Павел против воли бросил взгляд на экран, а там раздался Машкин плач, и Лидка (вот же сука) принесла ребенка и, укачивая его, принялась говорить в камеру, оставленную, видимо, на шкафу (видно было всю комнату), что вот, мол, доченька, это твой папочка – Павел Евгеньевич Светлов, собственной персоной, вернулся домой после тяжелого трудового дня весь в помаде. И что, когда ты вырастешь, моя крошка, вступишь в пубертатный период и будешь считать всех сволочами, ты наверняка придешь ко мне с вопросом: за что это ты, мол, мамочка, оставила папочку, когда я еще была в бессознательном возрасте? Вот тут я тебе, доченька, эту самую кассетку-то и покажу.

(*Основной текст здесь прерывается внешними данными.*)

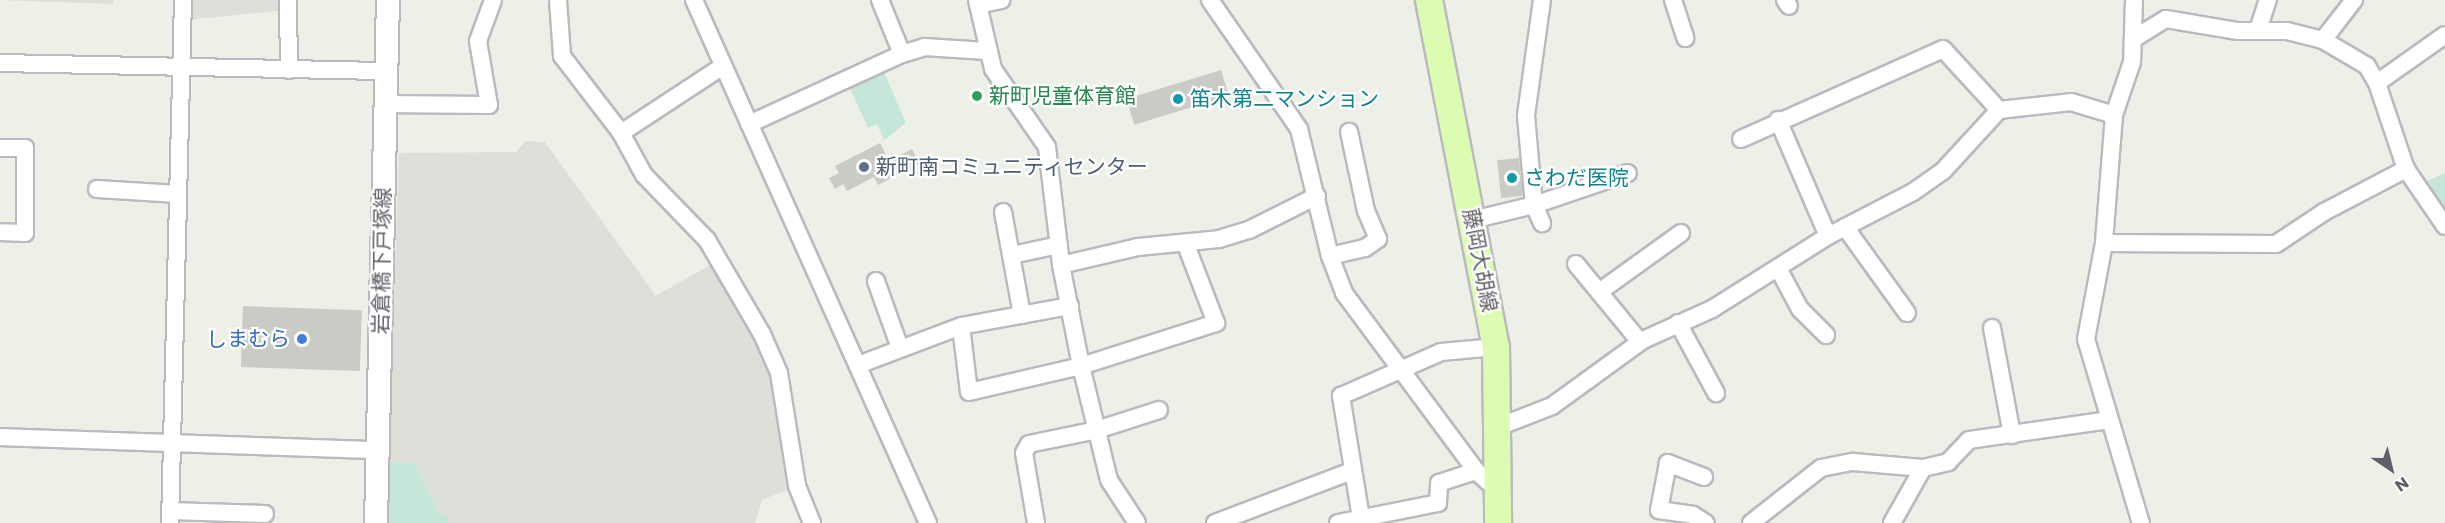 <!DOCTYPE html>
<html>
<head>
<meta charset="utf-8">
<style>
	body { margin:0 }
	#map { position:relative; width:2445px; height:523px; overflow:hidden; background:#edf0e7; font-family:Poppins,"Noto Sans JP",sans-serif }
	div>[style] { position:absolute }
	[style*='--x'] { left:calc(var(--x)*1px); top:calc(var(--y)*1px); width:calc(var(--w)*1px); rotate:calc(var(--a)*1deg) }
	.industrial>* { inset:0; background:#dddfd9 }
	.education>* { inset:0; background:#dce0d6 }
	.green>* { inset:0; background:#c5e6d9 }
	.building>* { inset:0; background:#c9ccc4; transform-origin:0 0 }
	.roads { filter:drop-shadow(2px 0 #bbb9c0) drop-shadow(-2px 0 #bbb9c0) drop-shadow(0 2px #bbb9c0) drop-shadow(0 -2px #bbb9c0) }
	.street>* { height:16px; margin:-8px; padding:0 8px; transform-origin:8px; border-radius:8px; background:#fff }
	.secondary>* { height:22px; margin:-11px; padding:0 11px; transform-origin:11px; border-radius:11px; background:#fff }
	.primary>* { height:26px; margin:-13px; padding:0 13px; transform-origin:13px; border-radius:13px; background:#dcfcb1 }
	.dots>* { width:16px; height:16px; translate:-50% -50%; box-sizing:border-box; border:3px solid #fff; border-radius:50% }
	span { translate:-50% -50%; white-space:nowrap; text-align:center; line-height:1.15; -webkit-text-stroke:4.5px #fff; paint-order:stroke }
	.leisure-label { font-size:21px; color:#27864d }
	.left { translate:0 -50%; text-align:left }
	.culture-label { font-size:21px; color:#0d838f }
	.service-label { font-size:21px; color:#4e5e75 }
	.street-label { font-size:21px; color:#605f67 }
	.shop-label { font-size:21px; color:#366cbe }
	.right { translate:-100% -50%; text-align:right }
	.north { position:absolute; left:2361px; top:439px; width:60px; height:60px; -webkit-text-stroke:4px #fff; paint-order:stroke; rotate:145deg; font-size:16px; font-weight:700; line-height:24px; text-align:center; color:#605f67 }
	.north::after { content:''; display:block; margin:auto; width:21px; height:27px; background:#605f67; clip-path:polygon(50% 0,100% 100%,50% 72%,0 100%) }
</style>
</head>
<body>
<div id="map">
	<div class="industrial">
		<div style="clip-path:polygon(187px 0,283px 0,285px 10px,187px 20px)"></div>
		<div style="clip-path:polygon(526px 141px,545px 142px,655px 295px,652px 298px,712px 264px,773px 376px,794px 487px,762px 500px,755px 523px,447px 523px,447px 515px,439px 513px,415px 464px,389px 461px,399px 153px,516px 152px)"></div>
	</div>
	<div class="education">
		<div style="clip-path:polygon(0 0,113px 0,113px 4px)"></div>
	</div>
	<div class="green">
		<div style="clip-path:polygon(884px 72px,906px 123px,884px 140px,877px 124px,868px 128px,850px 88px)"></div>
		<div style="clip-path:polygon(2445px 173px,2445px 219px,2423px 183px)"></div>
		<div style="clip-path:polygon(389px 461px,415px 464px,439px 513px,448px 515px,447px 523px,387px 523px)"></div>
	</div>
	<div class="building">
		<div style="left:1221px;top:70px;width:27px;height:99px;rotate:73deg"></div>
		<div style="clip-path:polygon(880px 143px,889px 161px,912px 149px,919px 164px,878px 185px,874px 177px,847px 191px,843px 184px,835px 189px,829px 178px,839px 173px,835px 166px)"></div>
		<div style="left:1519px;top:158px;width:38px;height:22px;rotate:84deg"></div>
		<div style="left:243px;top:306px;width:119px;height:61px;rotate:2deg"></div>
	</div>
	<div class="roads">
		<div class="street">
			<div style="--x:288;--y:0;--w:70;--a:89.2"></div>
			<div style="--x:558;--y:0;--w:56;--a:85.9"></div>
			<div style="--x:562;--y:56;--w:97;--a:52.5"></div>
			<div style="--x:621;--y:133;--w:48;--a:61.3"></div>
			<div style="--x:644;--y:175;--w:91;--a:45.9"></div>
			<div style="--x:707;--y:240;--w:109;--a:59.7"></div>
			<div style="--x:762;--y:334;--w:43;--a:66.4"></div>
			<div style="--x:779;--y:373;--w:114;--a:80.9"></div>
			<div style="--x:797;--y:486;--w:40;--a:68"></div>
			<div style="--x:694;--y:0;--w:573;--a:65.9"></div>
			<div style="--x:880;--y:0;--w:58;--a:67.8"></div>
			<div style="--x:977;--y:0;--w:71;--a:76.9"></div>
			<div style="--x:993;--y:69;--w:95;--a:55.3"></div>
			<div style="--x:1047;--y:147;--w:119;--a:83.2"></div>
			<div style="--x:1061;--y:265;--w:103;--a:78.8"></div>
			<div style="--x:1081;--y:366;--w:117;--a:76.2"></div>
			<div style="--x:1109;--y:480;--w:51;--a:56.9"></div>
			<div style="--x:1210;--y:0;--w:157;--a:55.4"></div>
			<div style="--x:1299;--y:129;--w:131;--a:76.3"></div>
			<div style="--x:1330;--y:256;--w:40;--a:69"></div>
			<div style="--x:1344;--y:293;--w:222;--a:53.4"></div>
			<div style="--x:1476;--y:471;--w:30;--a:42"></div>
			<div style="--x:1542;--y:0;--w:117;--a:97.9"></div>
			<div style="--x:1526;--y:116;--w:89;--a:84.9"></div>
			<div style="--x:1534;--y:205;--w:20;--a:66"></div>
			<div style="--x:1673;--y:0;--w:40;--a:72"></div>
			<div style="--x:1785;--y:0;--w:7;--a:56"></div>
			<div style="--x:2134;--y:0;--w:62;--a:91.8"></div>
			<div style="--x:2132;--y:62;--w:56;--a:108.8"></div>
			<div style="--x:2114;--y:115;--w:128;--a:94.5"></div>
			<div style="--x:2104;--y:243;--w:98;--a:100.6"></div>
			<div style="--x:2086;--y:339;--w:192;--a:73.4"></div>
			<div style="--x:978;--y:5;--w:24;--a:-12"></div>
			<div style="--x:2258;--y:30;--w:32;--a:-72"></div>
			<div style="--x:2135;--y:38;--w:36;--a:-32"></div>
			<div style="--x:2166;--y:19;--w:73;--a:9.5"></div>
			<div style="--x:2238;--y:31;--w:49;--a:0"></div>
			<div style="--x:2287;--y:31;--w:37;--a:14"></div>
			<div style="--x:2323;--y:40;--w:51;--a:30.6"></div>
			<div style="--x:2367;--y:66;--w:20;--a:60"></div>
			<div style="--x:2377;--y:83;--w:91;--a:71.4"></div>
			<div style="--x:2406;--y:169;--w:69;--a:55.6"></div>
			<div style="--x:2323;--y:40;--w:51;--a:-52.2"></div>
			<div style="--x:0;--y:63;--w:387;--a:1.2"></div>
			<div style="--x:2377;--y:83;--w:83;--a:-35.2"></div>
			<div style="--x:385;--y:104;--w:104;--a:0.6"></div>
			<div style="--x:489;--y:105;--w:65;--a:-99.8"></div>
			<div style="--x:478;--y:41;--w:44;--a:-69.9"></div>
			<div style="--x:1778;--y:120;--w:126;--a:66.7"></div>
			<div style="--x:749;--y:124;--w:168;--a:-24.6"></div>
			<div style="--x:902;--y:54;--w:24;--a:-17"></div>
			<div style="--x:925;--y:47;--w:61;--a:3.8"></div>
			<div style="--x:621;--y:133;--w:122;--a:-33.3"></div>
			<div style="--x:1741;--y:139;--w:221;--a:-24"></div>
			<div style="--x:1943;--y:49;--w:83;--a:47.4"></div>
			<div style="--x:0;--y:148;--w:25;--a:0"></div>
			<div style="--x:25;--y:148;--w:85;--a:90"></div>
			<div style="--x:25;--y:233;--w:25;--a:-178"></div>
			<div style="--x:97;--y:189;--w:81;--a:3.5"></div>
			<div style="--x:1003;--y:212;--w:105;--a:79.5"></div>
			<div style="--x:1472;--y:220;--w:64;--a:-13.6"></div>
			<div style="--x:1534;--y:205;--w:99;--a:-18.8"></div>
			<div style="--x:1845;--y:227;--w:106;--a:54.2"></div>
			<div style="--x:2104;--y:243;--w:172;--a:0.3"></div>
			<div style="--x:2276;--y:244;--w:58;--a:-33.7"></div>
			<div style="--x:2324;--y:212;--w:93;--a:-27.7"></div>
			<div style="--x:1012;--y:255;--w:48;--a:-12"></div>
			<div style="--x:1330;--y:256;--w:36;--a:-13"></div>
			<div style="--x:1365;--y:248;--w:16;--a:-35"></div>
			<div style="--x:1378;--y:239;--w:30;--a:-113"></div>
			<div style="--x:1366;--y:211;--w:81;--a:-102.1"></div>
			<div style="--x:1576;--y:264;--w:101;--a:50.6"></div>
			<div style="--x:1061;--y:265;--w:79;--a:-13.2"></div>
			<div style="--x:1138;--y:247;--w:81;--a:-5.6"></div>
			<div style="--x:1219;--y:239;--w:31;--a:-17"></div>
			<div style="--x:1249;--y:230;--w:76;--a:-26.6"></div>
			<div style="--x:1778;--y:268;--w:47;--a:61.8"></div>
			<div style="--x:1800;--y:309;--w:37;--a:45"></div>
			<div style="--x:876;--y:281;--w:71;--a:70.3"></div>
			<div style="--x:1599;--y:292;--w:101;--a:-35.7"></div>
			<div style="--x:1678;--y:323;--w:80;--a:61.5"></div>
			<div style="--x:961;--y:326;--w:66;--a:83.1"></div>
			<div style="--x:969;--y:392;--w:115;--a:-13.1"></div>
			<div style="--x:1081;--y:366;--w:142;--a:-17.7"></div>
			<div style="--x:1216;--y:323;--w:84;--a:-111"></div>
			<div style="--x:1992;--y:328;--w:109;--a:79.4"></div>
			<div style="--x:858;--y:365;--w:110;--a:-20.7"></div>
			<div style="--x:961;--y:326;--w:111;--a:-10.4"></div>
			<div style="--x:1498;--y:427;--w:58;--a:-21.3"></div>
			<div style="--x:1552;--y:406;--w:112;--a:-36"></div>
			<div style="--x:1643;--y:340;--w:76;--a:-24.2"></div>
			<div style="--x:1712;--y:309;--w:137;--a:-32.2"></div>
			<div style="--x:1828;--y:236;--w:96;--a:-27.4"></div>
			<div style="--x:1913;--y:192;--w:37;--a:-35"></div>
			<div style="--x:1943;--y:171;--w:83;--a:-47.4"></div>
			<div style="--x:1999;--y:110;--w:72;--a:-6.3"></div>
			<div style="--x:2071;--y:102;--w:45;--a:16.8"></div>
			<div style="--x:0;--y:437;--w:377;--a:2"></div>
			<div style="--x:1704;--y:477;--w:39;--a:-159"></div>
			<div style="--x:1668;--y:463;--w:48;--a:100.8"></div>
			<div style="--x:1659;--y:510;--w:34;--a:8"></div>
			<div style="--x:1693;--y:515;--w:15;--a:32"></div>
			<div style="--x:170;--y:511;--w:95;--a:1.8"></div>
			<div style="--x:1361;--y:518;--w:124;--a:-99.3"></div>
			<div style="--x:1341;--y:396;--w:109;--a:-23.7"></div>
			<div style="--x:1441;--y:352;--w:55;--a:-5.2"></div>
			<div style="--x:170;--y:523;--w:523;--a:-88.58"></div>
			<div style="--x:1036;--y:523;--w:71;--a:-99.7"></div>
			<div style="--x:1024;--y:453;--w:10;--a:-61"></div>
			<div style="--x:1029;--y:444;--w:69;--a:-11.6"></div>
			<div style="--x:1097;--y:430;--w:65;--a:-17.9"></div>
			<div style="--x:1215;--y:523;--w:147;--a:-20.8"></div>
			<div style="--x:1338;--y:523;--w:102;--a:-11.3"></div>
			<div style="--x:1438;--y:503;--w:20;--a:-87"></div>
			<div style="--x:1439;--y:483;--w:39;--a:-18"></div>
			<div style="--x:1751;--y:523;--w:89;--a:-38.2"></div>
			<div style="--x:1821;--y:468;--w:33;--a:-11"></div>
			<div style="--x:1853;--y:462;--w:70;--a:4.9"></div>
			<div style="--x:1923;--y:468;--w:26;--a:-13"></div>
			<div style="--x:1948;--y:462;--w:30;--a:-46"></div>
			<div style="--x:1969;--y:440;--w:141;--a:-8.1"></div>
			<div style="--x:1892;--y:523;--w:63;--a:-60.6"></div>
		</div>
		<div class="secondary">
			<div style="--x:376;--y:523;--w:523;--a:-88.69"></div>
		</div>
		<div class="primary">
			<div style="--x:1429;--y:0;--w:353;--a:79.1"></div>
			<div style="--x:1496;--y:347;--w:176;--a:89.3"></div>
		</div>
	</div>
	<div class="dots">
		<div style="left:977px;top:96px;background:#2e9e5b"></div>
		<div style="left:1178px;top:99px;background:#0f9aa8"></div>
		<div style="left:864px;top:167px;background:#5c6f8a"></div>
		<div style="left:1512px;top:178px;background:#0f9aa8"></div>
		<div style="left:302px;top:339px;background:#3f7fe0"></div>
	</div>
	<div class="leisure-label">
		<span class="left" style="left:989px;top:96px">新町児童体育館</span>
	</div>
	<div class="culture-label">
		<span class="left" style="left:1190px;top:99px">笛木第二マンション</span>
		<span class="left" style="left:1524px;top:178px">さわだ医院</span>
	</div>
	<div class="service-label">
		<span class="left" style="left:876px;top:167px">新町南コミュニティセンター</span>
	</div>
	<div class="street-label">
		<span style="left:1480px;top:260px;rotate:79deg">藤岡大胡線</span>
		<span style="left:382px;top:261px;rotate:-89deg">岩倉橋下戸塚線</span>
	</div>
	<div class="shop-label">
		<span class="right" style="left:290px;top:339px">しまむら</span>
	</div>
	<div class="north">N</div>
</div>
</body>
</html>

– Отдай сюда! – заорал Павел, вырвал пульт, вырвал кассету из магнитофона и разломал ее на части. Откуда только силы взялись. А Лида все с той же усмешкой смотрела на всю его беготню, а потом уточнила на всякий случай:
– Это, милый мой, только копия. Оригинал в надежном месте, как в ваших кругах говорится. Правильно? Информация правит миром? Ладно, баклан, все. Сеанс окончен. Будь счастлив, баклан, – выражение Лидиного лица изменилось в секунду, злоба перекосила ее рот, глаза сузились, она развернулась и вышла из комнаты. От такого поворота Павел даже растерялся, да к тому же у него было тяжелейшее похмелье. А потом он бросился за ней и взревел:
– А ну, стоять.
Куда там, Лидка и бровью не повела. Вещи у нее, оказывается, уже лежали в машине. Ребенок плакал, Павел орал, сам не помнил что, лишь бы только остановить это движение. Он орал, что, если она уйдет, он выследит ее и убьет. И что она не имела права лезть в его мужскую жизнь – это не ее собачье дело, с кем он спит. И что она еще пожалеет, и денег она не получит ни копейки.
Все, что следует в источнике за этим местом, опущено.